== Segment start ==

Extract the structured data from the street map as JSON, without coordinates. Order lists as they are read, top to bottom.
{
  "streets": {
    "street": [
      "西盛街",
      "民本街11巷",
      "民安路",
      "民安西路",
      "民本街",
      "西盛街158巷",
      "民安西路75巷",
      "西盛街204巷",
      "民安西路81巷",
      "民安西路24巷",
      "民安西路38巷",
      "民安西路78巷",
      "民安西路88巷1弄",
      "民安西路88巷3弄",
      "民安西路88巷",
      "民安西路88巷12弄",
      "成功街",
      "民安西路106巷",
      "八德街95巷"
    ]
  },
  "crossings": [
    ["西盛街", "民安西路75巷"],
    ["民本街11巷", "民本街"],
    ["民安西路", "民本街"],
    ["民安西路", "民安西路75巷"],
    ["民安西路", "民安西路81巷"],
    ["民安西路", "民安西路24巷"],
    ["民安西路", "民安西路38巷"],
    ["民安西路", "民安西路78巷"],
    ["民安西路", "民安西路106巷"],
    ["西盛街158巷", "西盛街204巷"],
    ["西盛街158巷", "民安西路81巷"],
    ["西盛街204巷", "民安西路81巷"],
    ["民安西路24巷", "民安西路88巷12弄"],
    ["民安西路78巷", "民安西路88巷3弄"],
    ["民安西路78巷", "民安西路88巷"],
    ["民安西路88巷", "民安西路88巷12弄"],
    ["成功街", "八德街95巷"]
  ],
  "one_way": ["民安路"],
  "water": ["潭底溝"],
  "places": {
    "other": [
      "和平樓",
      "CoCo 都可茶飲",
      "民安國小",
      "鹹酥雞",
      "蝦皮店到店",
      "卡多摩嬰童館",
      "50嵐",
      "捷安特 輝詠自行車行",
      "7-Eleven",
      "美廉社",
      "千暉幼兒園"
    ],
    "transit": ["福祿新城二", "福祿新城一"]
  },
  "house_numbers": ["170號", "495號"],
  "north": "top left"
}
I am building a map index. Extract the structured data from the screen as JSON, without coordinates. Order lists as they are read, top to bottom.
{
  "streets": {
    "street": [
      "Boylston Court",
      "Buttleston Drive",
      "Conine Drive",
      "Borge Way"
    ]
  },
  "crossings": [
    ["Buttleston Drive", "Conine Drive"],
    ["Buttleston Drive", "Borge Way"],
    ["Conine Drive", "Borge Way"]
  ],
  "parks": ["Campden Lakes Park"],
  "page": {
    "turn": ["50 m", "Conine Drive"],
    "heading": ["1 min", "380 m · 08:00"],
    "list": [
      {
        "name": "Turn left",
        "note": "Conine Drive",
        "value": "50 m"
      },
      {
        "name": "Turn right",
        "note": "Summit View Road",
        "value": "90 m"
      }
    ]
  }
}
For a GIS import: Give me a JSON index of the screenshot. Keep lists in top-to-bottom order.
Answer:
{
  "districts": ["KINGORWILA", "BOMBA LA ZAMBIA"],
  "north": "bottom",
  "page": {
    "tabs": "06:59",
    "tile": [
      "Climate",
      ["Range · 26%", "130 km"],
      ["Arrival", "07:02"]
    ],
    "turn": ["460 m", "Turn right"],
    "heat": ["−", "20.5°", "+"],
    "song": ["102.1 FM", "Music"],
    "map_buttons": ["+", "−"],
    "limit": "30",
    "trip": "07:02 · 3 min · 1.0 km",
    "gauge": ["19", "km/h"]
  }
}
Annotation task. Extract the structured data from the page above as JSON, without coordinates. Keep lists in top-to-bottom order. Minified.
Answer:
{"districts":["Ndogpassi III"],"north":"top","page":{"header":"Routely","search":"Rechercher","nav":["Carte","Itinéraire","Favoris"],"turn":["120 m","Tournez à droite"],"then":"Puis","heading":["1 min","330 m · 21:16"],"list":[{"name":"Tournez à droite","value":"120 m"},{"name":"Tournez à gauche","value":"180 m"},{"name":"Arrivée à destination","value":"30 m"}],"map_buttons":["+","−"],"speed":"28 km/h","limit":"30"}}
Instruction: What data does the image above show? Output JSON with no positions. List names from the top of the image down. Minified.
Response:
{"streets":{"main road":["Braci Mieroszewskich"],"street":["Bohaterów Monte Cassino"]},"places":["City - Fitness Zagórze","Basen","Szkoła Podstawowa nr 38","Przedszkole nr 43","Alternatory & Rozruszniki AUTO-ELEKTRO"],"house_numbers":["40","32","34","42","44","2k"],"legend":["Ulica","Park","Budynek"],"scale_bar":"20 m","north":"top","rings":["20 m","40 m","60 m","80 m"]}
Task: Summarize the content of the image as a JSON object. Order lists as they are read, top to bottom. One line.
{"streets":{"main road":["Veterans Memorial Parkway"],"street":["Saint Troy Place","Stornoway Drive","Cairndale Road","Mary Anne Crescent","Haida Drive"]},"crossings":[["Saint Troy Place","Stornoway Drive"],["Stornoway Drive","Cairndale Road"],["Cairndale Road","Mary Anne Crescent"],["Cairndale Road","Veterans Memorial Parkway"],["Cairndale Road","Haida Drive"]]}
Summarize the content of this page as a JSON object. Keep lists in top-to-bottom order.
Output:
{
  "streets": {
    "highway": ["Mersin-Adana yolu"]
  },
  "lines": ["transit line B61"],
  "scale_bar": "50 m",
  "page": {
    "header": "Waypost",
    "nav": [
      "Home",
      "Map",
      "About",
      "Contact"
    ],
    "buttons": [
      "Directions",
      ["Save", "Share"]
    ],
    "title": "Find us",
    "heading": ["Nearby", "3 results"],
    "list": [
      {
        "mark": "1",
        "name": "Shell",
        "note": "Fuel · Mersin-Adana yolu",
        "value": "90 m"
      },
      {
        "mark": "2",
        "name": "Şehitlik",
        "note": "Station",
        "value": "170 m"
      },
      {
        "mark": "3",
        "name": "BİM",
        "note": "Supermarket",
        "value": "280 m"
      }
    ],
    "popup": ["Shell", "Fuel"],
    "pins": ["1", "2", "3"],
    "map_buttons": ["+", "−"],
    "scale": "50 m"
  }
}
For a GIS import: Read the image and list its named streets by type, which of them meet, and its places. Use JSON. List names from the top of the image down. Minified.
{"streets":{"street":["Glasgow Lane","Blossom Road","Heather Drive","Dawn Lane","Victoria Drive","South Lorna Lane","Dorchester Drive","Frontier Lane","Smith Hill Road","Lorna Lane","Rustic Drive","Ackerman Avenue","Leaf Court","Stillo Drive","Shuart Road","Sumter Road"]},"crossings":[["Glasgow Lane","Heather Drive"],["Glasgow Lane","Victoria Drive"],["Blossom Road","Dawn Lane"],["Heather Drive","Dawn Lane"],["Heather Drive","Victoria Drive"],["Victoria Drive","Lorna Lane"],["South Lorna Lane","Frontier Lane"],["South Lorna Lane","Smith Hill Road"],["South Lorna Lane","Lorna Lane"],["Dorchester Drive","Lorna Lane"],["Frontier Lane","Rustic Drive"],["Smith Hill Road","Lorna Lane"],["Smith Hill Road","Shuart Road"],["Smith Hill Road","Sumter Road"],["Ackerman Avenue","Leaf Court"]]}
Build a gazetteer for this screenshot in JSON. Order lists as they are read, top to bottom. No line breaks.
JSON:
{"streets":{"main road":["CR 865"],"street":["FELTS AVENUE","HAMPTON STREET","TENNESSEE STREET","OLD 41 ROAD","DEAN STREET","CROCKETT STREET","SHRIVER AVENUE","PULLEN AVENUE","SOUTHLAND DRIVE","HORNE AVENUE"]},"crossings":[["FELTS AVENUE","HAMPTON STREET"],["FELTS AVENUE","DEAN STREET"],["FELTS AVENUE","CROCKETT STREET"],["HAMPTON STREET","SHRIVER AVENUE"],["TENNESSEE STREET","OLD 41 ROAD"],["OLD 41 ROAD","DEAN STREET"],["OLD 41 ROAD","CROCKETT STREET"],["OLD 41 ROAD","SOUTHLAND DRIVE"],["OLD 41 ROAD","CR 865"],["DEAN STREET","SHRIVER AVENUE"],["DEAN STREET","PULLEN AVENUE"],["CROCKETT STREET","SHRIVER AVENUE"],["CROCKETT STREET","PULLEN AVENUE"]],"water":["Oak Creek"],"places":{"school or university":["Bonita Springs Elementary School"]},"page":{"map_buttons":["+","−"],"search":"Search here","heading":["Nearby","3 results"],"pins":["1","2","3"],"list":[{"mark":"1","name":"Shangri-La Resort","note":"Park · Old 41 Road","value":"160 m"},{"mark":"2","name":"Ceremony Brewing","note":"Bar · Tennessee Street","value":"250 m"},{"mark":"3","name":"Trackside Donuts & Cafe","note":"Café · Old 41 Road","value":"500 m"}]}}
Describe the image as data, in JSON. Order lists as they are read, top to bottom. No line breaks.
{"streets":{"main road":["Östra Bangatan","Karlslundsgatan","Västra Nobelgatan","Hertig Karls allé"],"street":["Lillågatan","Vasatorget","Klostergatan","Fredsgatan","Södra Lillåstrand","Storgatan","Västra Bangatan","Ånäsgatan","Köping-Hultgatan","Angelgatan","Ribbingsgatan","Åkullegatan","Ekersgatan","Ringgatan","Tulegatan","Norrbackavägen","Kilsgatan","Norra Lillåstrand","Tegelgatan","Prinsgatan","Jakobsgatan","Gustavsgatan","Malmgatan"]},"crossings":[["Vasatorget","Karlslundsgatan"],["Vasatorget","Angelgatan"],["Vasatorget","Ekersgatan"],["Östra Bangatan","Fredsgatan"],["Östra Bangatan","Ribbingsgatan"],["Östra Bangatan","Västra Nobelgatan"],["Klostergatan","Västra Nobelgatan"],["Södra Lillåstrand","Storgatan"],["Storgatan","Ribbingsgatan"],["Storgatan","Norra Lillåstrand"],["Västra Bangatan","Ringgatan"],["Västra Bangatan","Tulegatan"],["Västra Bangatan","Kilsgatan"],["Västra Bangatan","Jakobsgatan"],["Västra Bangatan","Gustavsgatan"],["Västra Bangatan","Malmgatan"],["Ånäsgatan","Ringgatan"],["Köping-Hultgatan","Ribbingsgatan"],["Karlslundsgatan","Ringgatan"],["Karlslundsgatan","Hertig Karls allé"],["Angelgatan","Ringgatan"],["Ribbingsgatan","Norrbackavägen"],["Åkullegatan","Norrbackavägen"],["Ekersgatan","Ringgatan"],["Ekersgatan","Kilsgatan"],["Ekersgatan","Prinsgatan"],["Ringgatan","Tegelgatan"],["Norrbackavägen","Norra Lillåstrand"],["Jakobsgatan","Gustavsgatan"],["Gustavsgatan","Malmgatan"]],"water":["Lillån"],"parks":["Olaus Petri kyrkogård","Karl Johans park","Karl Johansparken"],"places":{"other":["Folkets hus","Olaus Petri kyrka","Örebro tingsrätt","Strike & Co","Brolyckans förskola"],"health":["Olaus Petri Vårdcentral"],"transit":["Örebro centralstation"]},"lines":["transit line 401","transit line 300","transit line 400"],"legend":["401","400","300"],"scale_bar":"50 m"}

== Segment end ==

▶ _TASK PROMPT_
The response must consist solely of the number of lines in the listing above that contain "names".

▶ _REPLY_
2